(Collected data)
[Start of Attachment]
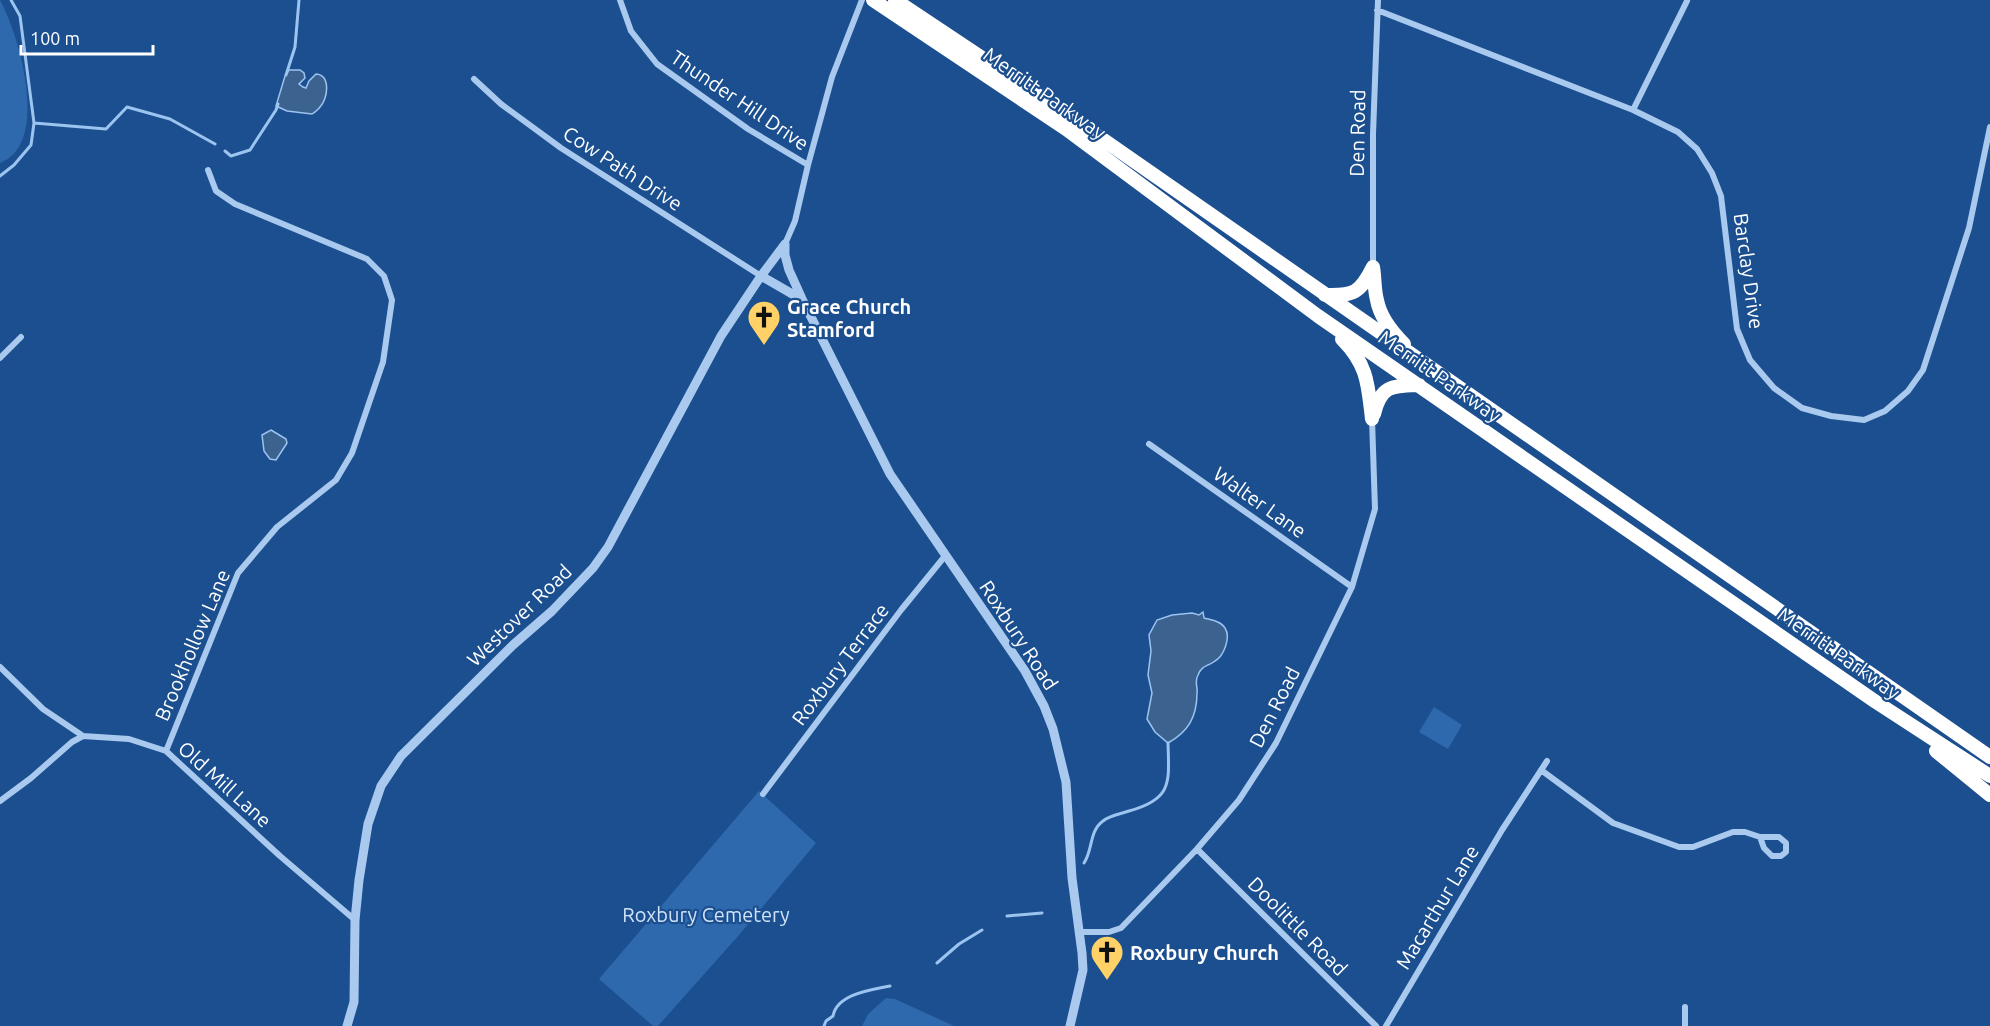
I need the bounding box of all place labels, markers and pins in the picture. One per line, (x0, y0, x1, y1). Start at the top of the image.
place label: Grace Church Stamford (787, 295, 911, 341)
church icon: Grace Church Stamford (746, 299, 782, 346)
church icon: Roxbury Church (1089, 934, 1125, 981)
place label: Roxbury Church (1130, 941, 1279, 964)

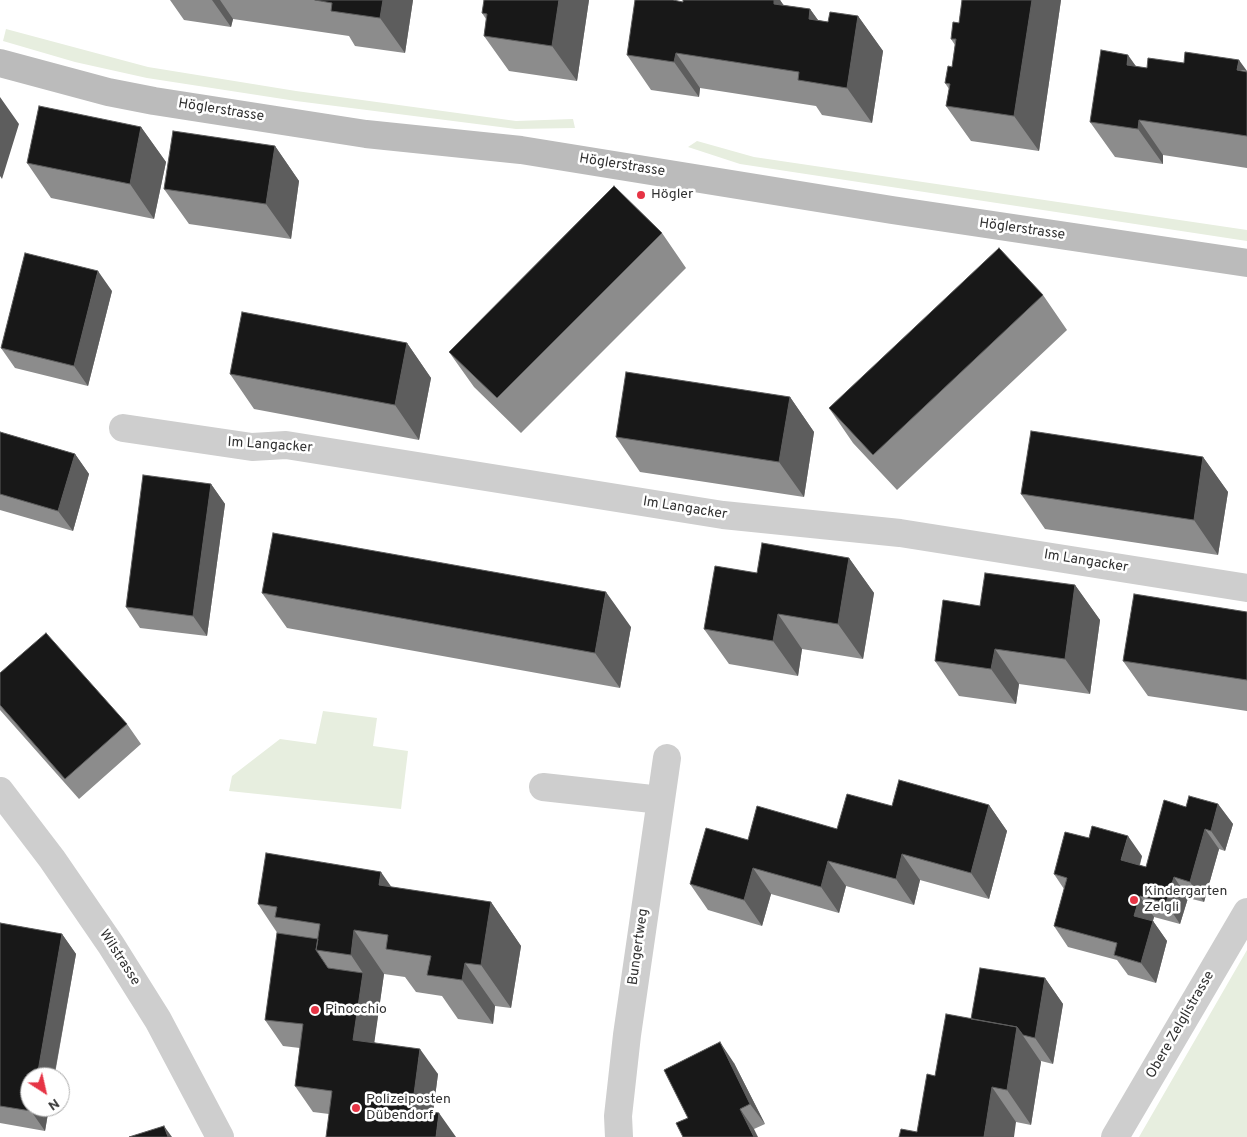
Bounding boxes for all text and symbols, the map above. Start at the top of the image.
[End of Attachment]
Leave the pictures out. Repeat every entry above exactly.

I need the bounding box of all place labels, markers and pins in the picture. One per line, (x0, y0, x1, y1). Start at the top of the image.
place label: Grace Church Stamford (787, 295, 911, 341)
church icon: Grace Church Stamford (746, 299, 782, 346)
church icon: Roxbury Church (1089, 934, 1125, 981)
place label: Roxbury Church (1130, 941, 1279, 964)

Bounding boxes for all text and symbols, the map above. Start at the top of the image.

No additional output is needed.